The shock of being pelted with ice-cold liquid has not gotten any easier for Matt Thaiss to handle. Hitting for power in the major leagues, however, became a little simpler for the Angels rookie on Sunday.
Thaiss crushed a walk-off homer in the Angels’ 5-4 victory over the Baltimore Orioles. It was a no-doubter, the ball cracking off the bat as soon as he made contact with Mychal Givens’ center-cut fastball. When it landed 394 feet later, the Angels stormed out of their dugout to meet Thaiss at the plate with heavy pats and celebratory squirts of their beverages.
The festivity was a welcome change of pace. Since being called up in the wake of Tyler Skaggs’ July 1 death, Thaiss has had a tough go at the plate. He entered Sunday with a .152 average and .607 on-base-plus-slugging percentage in 11 games. He had begun to cut back his strikeout rate but was still trying to find a groove.
Thaiss, the Angels’ top pick of the 2016 draft out of the University of Virginia, hit his first major league home run at Angel Stadium on July 14. That one also won the Angels a game.
But the two home runs he hit Sunday seemed to carry more weight.
“I don’t know if I would’ve gotten that pitch three years ago,” he said. “It’s just a testament to these guys, how much they know and how much they work.”
He was referring to hitting coaches Shawn Wooten and Jeremy Reed. When they were still minor league coordinators last year, they helped Thaiss overhaul his swing in spring training. The changes improved his bat path and kept his barrel in the strike zone longer, maximizing damage.
It has taken time for him to transfer that success to the major leagues. And it will continue to.
For now, Thaiss will take comfort in this: He fell behind 0-and-2 but worked the count full in the ninth inning. He eventually launched the seventh pitch so high it hurtled 125 feet into the air, 45 feet higher than the first home run he hit Sunday for a 2-0 lead in the second, before dropping.

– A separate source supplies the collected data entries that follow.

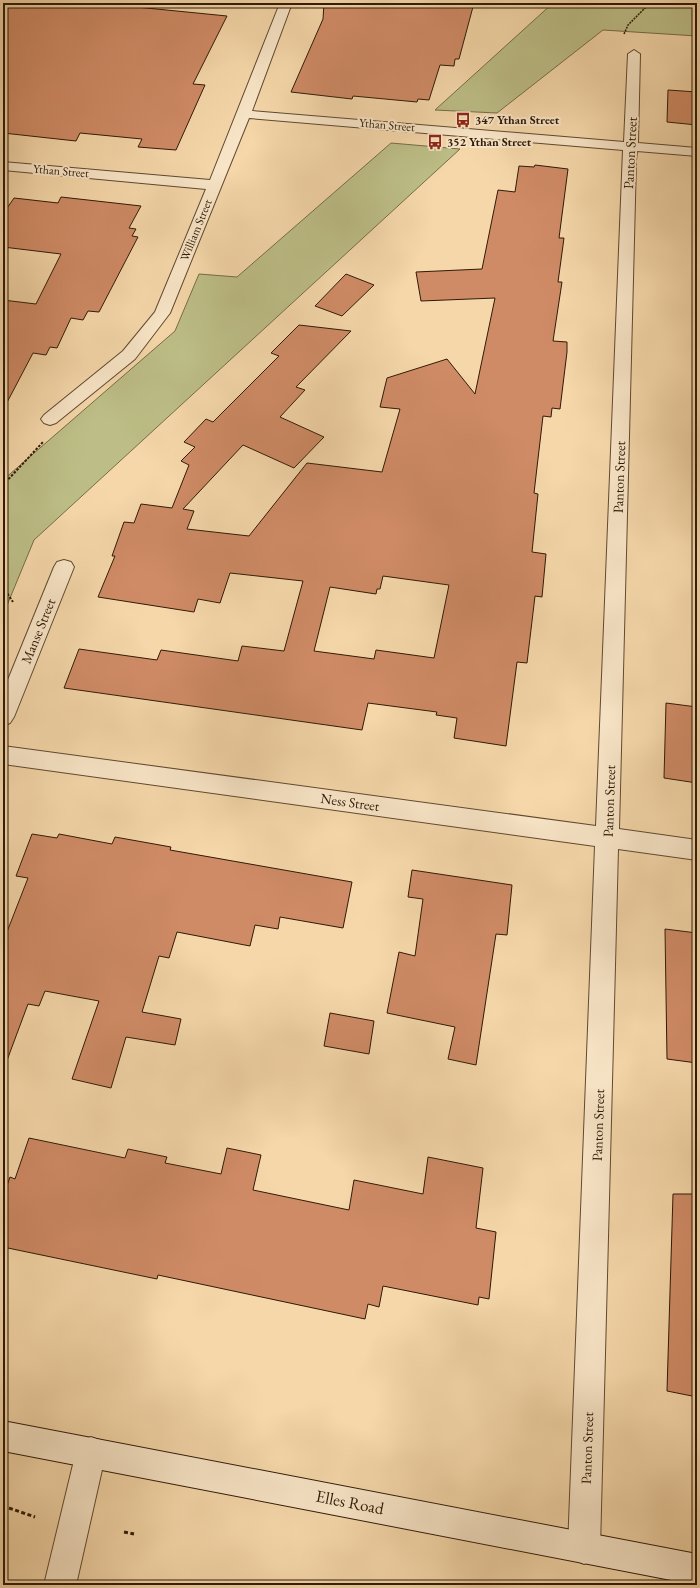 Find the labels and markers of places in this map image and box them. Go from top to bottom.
bus stop icon: 347 Ythan Street [454,111,472,129]
place label: 347 Ythan Street [475,112,560,128]
bus stop icon: 352 Ythan Street [426,133,444,151]
place label: 352 Ythan Street [447,134,532,150] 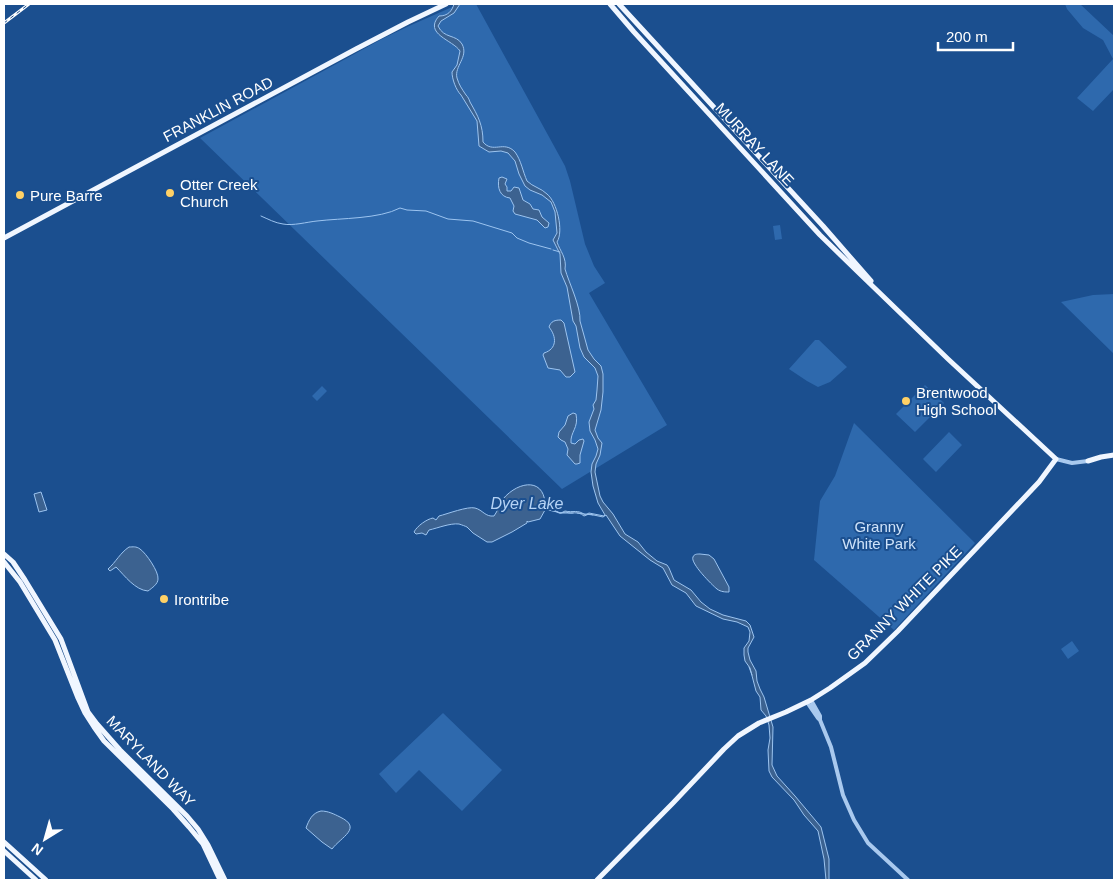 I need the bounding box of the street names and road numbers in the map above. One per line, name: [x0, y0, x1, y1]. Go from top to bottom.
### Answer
street label: FRANKLIN ROAD: [160, 73, 276, 145]
street label: MURRAY LANE: [712, 99, 798, 189]
street label: GRANNY WHITE PIKE: [843, 542, 965, 664]
street label: MARYLAND WAY: [103, 712, 199, 810]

Thaiss’ second home run of the game was his third of the Angels’ disappointing series against the Orioles. It lifted some of the gloom that set in after dropping three of four games.
“It’s definitely great to get a win,” Thaiss said. “You want to get a win every day. Hopefully we can propel this into tomorrow.”
The Angels need some momentum. The high of sweeping the Dodgers, the best team in the National League, did not sustain the Angels as they returned home to face the Orioles. Their two most effective relievers stumbled in the eighth and ninth innings of a nearly 6 1/2-hour game Thursday. Their emergency starter gave up seven runs the next night. A rally fell short, extending their losing streak against one of the worst teams in the major leagues to three on Saturday.
The only thing they had going for them was the equally topsy-turvy series the Oakland Athletics played with the Texas Rangers. Oakland beat Texas on Sunday to remain five games ahead of the Angels in the wild-card standings. The Angels were four games behind after beating the Dodgers, so they lost minimal ground.
“It seems like that 16-inning game kind of sucked all of the energy out of us,” said Albert Pujols, whose 650th career home run scored two to tie the game 4-4 in the sixth. “But we bounced back.”
The Angels almost didn’t. The threat of misfortune reared its head when Angels starter Felix Pena’s right thumb bled so heavily he couldn’t stanch the bleeding by wiping it on his uniform or on the grass.
But Pena, who has dealt with a similar cut multiple times, returned moments later with an approved substance on his thumb. He got the final out of the second inning and made it through five, giving up three hits but also walking three on 84 pitches. He gave up four runs. Only one was earned because three runs scored in the fifth after he made a fielding error on a two-out comebacker.
Pena’s performance, combined with scoreless multi-inning outings from Luke Bard and Taylor Cole, saved Ausmus from further depleting his overworked bullpen.
“That would’ve been a big problem,” Ausmus said.
The trade deadline is three days away. The Angels’ approach to it has not changed: They will continue to search for controllable assets who can help the team beyond this season.
But a series victory over the Orioles might have helped the Angels (55-52) better determine their path ahead of the final two months of the season. Now they must decide how seriously to take their wild-card contention without the benefit of the 57-win cushion they could have had if they had won the 16-inning game and completed a late rally Saturday night.
All they can do now is wait on the front office to make a potential move to shore up pitching.
“We needed a win and a walk-off definitely helps,” Ausmus said. “We could barely afford to go a few more innings. Our relievers are about as taxed as they’re going to get at any point in a season. So it ended up being a huge home run, not because it’s a walk-off win, but because it saved our pitchers having to throw another inning or two.”